The response must reproduce every record in full.

Saved data entries:
[Start of Attachment]

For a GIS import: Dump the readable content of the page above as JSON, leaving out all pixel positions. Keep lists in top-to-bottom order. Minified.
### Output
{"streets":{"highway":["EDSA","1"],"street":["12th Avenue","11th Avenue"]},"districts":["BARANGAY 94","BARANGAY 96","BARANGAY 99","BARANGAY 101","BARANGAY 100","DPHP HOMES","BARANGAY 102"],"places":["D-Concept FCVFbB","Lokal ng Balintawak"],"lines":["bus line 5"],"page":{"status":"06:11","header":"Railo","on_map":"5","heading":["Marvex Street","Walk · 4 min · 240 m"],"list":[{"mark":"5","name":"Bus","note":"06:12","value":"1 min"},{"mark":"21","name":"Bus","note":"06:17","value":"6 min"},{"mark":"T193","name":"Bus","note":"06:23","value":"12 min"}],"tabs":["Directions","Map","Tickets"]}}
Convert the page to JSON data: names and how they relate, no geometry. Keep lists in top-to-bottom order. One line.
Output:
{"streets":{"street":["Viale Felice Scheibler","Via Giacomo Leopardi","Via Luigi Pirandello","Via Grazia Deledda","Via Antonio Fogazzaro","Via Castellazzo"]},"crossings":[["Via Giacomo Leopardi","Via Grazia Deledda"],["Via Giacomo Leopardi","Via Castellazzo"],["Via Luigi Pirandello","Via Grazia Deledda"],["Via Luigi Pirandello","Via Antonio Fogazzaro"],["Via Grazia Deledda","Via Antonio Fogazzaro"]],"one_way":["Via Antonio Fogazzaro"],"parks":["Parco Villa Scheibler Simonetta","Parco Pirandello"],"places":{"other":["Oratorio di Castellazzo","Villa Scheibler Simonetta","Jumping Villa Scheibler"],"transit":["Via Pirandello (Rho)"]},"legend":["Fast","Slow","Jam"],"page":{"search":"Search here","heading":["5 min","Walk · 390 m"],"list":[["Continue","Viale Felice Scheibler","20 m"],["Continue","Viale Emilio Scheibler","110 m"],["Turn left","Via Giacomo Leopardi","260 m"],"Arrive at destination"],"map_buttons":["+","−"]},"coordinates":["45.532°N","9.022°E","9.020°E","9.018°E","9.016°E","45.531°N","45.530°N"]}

[End of Attachment]

* _Task response_:
For a GIS import: Dump the readable content of the page above as JSON, leaving out all pixel positions. Keep lists in top-to-bottom order. Minified.
### Output
{"streets":{"highway":["EDSA","1"],"street":["12th Avenue","11th Avenue"]},"districts":["BARANGAY 94","BARANGAY 96","BARANGAY 99","BARANGAY 101","BARANGAY 100","DPHP HOMES","BARANGAY 102"],"places":["D-Concept FCVFbB","Lokal ng Balintawak"],"lines":["bus line 5"],"page":{"status":"06:11","header":"Railo","on_map":"5","heading":["Marvex Street","Walk · 4 min · 240 m"],"list":[{"mark":"5","name":"Bus","note":"06:12","value":"1 min"},{"mark":"21","name":"Bus","note":"06:17","value":"6 min"},{"mark":"T193","name":"Bus","note":"06:23","value":"12 min"}],"tabs":["Directions","Map","Tickets"]}}
Convert the page to JSON data: names and how they relate, no geometry. Keep lists in top-to-bottom order. One line.
Output:
{"streets":{"street":["Viale Felice Scheibler","Via Giacomo Leopardi","Via Luigi Pirandello","Via Grazia Deledda","Via Antonio Fogazzaro","Via Castellazzo"]},"crossings":[["Via Giacomo Leopardi","Via Grazia Deledda"],["Via Giacomo Leopardi","Via Castellazzo"],["Via Luigi Pirandello","Via Grazia Deledda"],["Via Luigi Pirandello","Via Antonio Fogazzaro"],["Via Grazia Deledda","Via Antonio Fogazzaro"]],"one_way":["Via Antonio Fogazzaro"],"parks":["Parco Villa Scheibler Simonetta","Parco Pirandello"],"places":{"other":["Oratorio di Castellazzo","Villa Scheibler Simonetta","Jumping Villa Scheibler"],"transit":["Via Pirandello (Rho)"]},"legend":["Fast","Slow","Jam"],"page":{"search":"Search here","heading":["5 min","Walk · 390 m"],"list":[["Continue","Viale Felice Scheibler","20 m"],["Continue","Viale Emilio Scheibler","110 m"],["Turn left","Via Giacomo Leopardi","260 m"],"Arrive at destination"],"map_buttons":["+","−"]},"coordinates":["45.532°N","9.022°E","9.020°E","9.018°E","9.016°E","45.531°N","45.530°N"]}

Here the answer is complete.